While it is certainly true that conservatives have often observed (and lamented) the fact that policy is made in the circuit courts, Sotomayor’s comments, in contrast, were clearly not a mere statement of fact. Let’s look closer at her exact language:

All of the legal defense funds out there, they’re looking for people with Court of Appeals experience. Because it is — Court of Appeals is where policy is made. And I know, and I know, that this is on tape, and I should never say that. Because we don’t ‘make law,’ I know. [Laughter from audience] Okay, I know. I know. I’m not promoting it, and I’m not advocating it. I’m, you know. [More laughter] Having said that, the Court of Appeals is where, before the Supreme Court makes the final decision, the law is percolating.
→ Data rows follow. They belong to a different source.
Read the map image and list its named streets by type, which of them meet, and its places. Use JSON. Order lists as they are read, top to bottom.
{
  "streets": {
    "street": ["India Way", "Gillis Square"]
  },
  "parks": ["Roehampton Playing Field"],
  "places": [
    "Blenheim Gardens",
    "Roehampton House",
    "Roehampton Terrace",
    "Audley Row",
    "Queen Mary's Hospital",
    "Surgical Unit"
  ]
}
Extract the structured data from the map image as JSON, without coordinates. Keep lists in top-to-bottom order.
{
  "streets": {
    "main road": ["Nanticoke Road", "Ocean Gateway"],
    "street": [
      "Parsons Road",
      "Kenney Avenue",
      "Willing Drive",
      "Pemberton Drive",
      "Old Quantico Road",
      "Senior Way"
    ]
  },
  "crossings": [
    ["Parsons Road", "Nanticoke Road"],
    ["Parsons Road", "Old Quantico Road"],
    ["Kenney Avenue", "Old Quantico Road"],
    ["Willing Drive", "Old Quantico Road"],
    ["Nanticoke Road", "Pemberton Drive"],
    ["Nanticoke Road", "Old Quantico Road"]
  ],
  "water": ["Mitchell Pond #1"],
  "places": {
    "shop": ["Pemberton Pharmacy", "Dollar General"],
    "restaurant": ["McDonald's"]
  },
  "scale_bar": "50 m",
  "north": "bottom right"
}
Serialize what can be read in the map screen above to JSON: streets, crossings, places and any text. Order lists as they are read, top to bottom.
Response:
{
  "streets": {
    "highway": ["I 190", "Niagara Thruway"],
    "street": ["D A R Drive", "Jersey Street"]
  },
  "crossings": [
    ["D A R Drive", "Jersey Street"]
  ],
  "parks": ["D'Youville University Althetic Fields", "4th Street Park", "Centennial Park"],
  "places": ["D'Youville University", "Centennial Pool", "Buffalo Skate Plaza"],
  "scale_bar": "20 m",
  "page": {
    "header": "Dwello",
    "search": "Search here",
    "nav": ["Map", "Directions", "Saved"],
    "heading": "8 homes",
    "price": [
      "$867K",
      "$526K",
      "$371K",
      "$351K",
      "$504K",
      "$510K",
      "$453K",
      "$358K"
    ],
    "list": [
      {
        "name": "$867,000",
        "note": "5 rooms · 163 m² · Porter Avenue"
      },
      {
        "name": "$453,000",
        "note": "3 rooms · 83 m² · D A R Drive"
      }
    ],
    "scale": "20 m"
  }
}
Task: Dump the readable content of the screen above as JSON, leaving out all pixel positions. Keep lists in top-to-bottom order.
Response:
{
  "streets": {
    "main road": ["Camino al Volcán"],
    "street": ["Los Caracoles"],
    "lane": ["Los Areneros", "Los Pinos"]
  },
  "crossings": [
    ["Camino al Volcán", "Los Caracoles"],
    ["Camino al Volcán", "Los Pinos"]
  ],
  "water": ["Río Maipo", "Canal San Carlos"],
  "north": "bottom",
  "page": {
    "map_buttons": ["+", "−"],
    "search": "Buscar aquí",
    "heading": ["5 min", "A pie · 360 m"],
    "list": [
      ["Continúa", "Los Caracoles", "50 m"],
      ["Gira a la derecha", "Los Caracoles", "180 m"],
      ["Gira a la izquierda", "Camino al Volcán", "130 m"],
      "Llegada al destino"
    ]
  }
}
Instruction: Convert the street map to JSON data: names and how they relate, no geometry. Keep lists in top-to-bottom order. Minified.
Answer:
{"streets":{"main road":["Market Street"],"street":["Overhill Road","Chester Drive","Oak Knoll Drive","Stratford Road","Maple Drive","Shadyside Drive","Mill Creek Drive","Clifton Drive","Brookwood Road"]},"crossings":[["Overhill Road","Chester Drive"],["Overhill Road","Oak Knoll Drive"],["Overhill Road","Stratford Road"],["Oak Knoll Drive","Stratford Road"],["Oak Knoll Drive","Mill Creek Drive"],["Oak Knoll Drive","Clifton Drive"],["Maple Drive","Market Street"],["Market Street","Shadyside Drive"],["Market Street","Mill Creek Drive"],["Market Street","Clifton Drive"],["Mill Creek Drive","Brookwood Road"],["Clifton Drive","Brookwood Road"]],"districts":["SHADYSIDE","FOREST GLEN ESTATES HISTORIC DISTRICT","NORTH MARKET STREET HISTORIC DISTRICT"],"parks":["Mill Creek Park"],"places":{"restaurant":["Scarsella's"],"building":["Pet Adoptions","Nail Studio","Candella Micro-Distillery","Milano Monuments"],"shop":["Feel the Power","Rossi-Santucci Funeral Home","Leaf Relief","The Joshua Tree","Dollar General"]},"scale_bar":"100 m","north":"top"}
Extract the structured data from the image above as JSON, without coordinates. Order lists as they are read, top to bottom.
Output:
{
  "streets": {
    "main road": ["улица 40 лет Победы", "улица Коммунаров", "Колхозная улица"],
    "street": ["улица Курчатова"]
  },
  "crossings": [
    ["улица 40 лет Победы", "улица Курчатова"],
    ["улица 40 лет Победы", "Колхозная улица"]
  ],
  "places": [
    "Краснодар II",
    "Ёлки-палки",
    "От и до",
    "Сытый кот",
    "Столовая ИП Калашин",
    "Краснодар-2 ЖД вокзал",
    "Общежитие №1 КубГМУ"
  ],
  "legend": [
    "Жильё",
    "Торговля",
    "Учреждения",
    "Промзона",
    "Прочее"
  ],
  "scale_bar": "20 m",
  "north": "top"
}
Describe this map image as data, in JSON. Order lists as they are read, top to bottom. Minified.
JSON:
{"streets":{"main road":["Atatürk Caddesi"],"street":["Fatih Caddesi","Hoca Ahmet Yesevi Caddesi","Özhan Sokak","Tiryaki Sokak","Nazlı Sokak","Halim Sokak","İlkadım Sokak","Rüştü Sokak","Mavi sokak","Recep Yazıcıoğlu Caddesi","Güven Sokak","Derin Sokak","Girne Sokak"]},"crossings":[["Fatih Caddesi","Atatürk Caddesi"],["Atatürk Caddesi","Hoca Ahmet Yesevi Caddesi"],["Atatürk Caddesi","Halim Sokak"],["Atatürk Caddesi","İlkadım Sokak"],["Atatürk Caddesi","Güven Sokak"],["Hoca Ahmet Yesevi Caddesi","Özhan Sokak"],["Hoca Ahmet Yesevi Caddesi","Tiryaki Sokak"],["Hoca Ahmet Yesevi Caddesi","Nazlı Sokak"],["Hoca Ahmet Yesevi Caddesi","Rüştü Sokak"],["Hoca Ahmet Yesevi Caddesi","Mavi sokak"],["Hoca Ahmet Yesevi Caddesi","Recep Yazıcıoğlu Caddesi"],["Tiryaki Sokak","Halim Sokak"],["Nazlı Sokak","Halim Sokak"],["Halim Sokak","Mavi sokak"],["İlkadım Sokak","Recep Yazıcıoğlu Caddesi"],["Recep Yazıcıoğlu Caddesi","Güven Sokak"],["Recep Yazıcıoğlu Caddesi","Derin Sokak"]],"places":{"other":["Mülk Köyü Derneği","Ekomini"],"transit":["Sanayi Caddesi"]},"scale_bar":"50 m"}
Its interpretation, its application.

Were she simply stating a fact, she wouldn’t have expressed the mild regret revealed in the statement: “…this is on tape, and I should never say that.” When conservatives make the observation that policy is made by the circuit courts, we don’t exactly feel the need to whisper it. If her statement was simply an observation and nothing more, then what’s the problem with saying it in front of a camera?

After the audience laughs at her lightly mocking the idea that “we don’t ‘make law,’” she goes on to make the disclaimer, in quite a flippant tone, that she’s not “promoting” or “advocating” legislating from the appeals courts. The laughter and her response are telling, and anyone familiar with Legal Realism gets the joke that she and her audience were sharing. Legal Realism, a theory which Sotomayor has embraced in her academic writing, casts the idea of judges applying law to cases as mere subterfuge for what really occurs: the judiciary essentially functioning as another political branch, judicially amending the Constitution and other laws to meet the needs of an evolving society. In a co-authored law review article, Returning Majesty To The Law and Politics: A Modern Approach, Sotomayor stated:

Our society would be strait-jacketed were not the courts, with the able assistance of the lawyers, constantly overhauling the law and adapting it to the realities of ever-changing social, industrial and political conditions; although changes cannot be made lightly, yet law must be more or less impermanent, experimental and therefore not nicely calculable. Much of the uncertainty of law is not an unfortunate accident: it is of immense social value.

No one denies that society goes through certain changes that may necessitate alterations in law, but the Founders gave us a legislative branch to address such needs.

If in fact her statements in the video don’t reveal an outright “advocacy” of legislating from the bench, they do reveal the mockery that she makes of the idea that judicial hubris poses a grave threat to the rule of law. Not exactly comforting coming from someone who may soon sit on the highest court in the nation.